As simple as this sounds, you need to have this information to move forward. This allows you to assess what has been taking place. From there you can set goals, establish benchmarks and create KPIs.
Competitive Brand Data
We have written a blog post about competitive data and the important role it plays in helping you build a more personalized marketing strategy. However, it can also be a great tool when you start working with a client that has not been collecting marketing data. Whether that is because they are a brand new company or data-driven marketing is new to them, either way, they are going to have some industry competition, and this data will provide a snapshot of what is happening in their space.
Competitor’s marketing data isn’t going to be perfect. It shouldn’t be the only thing you use to set benchmarks, as an industry could be underperforming as a whole but it’s still a good resource to help you understand and establish trends, content context and timing, and the social community.
Now that you have dug into your client’s and competitor’s marketing data you now need to take a step back and look at the bigger picture, the business as a whole. When you use business objectives to set marketing goals, you help align the marketing team back with the business and keep them from getting too focused on the wrong numbers.
While the marketing data listed above gives you insight into what has been done by your client and the industry it still doesn’t highlight what is important for the company. Marketers often get caught up in hitting their numbers and achieving their own goals that they forgot how much of an impact they have on the business and therefore aren’t able to communicate it.

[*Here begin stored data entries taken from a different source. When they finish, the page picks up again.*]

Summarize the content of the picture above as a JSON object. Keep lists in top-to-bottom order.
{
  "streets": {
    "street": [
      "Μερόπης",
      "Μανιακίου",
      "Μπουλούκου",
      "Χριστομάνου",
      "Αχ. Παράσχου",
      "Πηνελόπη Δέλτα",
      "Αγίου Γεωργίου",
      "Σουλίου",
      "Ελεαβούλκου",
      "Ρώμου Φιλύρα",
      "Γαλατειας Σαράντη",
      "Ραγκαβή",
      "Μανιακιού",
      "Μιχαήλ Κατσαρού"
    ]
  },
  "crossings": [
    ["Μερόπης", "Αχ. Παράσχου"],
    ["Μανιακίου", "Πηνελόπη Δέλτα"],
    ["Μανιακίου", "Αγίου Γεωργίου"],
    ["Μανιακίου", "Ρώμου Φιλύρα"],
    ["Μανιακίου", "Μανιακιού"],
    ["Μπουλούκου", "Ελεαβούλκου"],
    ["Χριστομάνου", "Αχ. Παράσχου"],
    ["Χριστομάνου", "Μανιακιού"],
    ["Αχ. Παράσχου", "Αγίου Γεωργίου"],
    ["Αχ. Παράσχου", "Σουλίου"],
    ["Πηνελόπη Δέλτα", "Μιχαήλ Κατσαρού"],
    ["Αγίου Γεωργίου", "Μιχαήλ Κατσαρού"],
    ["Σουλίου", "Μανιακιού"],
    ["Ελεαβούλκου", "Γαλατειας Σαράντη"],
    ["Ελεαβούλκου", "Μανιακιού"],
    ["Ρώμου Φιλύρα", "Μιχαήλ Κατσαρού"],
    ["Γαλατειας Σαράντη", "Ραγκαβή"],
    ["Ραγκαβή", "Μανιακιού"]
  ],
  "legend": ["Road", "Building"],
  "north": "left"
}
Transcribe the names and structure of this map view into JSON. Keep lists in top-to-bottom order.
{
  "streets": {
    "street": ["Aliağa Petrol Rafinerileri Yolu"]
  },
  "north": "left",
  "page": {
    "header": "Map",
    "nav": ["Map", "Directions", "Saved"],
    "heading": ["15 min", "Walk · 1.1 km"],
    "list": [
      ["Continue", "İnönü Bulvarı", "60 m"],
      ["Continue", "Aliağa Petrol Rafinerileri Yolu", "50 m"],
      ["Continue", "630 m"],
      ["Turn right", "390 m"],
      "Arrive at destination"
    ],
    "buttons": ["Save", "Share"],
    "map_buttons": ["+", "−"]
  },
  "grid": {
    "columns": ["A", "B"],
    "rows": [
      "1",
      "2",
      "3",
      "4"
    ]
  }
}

As an agency, you need to help them do that! You know you shouldn’t stop with the marketing data, you need to pull in metrics that identify what drives the bottom line. Why yes, you want to hit certain goals around numbers like audience growth, video views and number of site visitors, but these numbers are just barely scratching the surface of what marketing can actually achieve.
Use business metrics to highlight larger objectives for each marketing channel. For instance, a video view or post share might signify that your audience likes and identities with your content but are they then clicking the link and subscribing to your newsletter or purchasing an item? How did social impact that end sale? Or leads generated? These are the types of numbers that impact the business. Business metrics are going to represent a healthy business operation that directly or indirectly leads to making or saving money-which marketing certainly plays a role in.
Wrap It Up
We know we didn’t get too specific listing the exact data you need to collect and metrics you need to meet, but that is all so dependent on the client.
The three steps listed above are meant to highlight how an agency might approach data and marketing versus an internal marketing team. Keeping in mind, they won’t always get the full run-down and history while ensuring they stick around long enough to make a difference by bringing in business objectives. You don’t have to let a client’s marketing past sabotage how you go about gaining results in the future.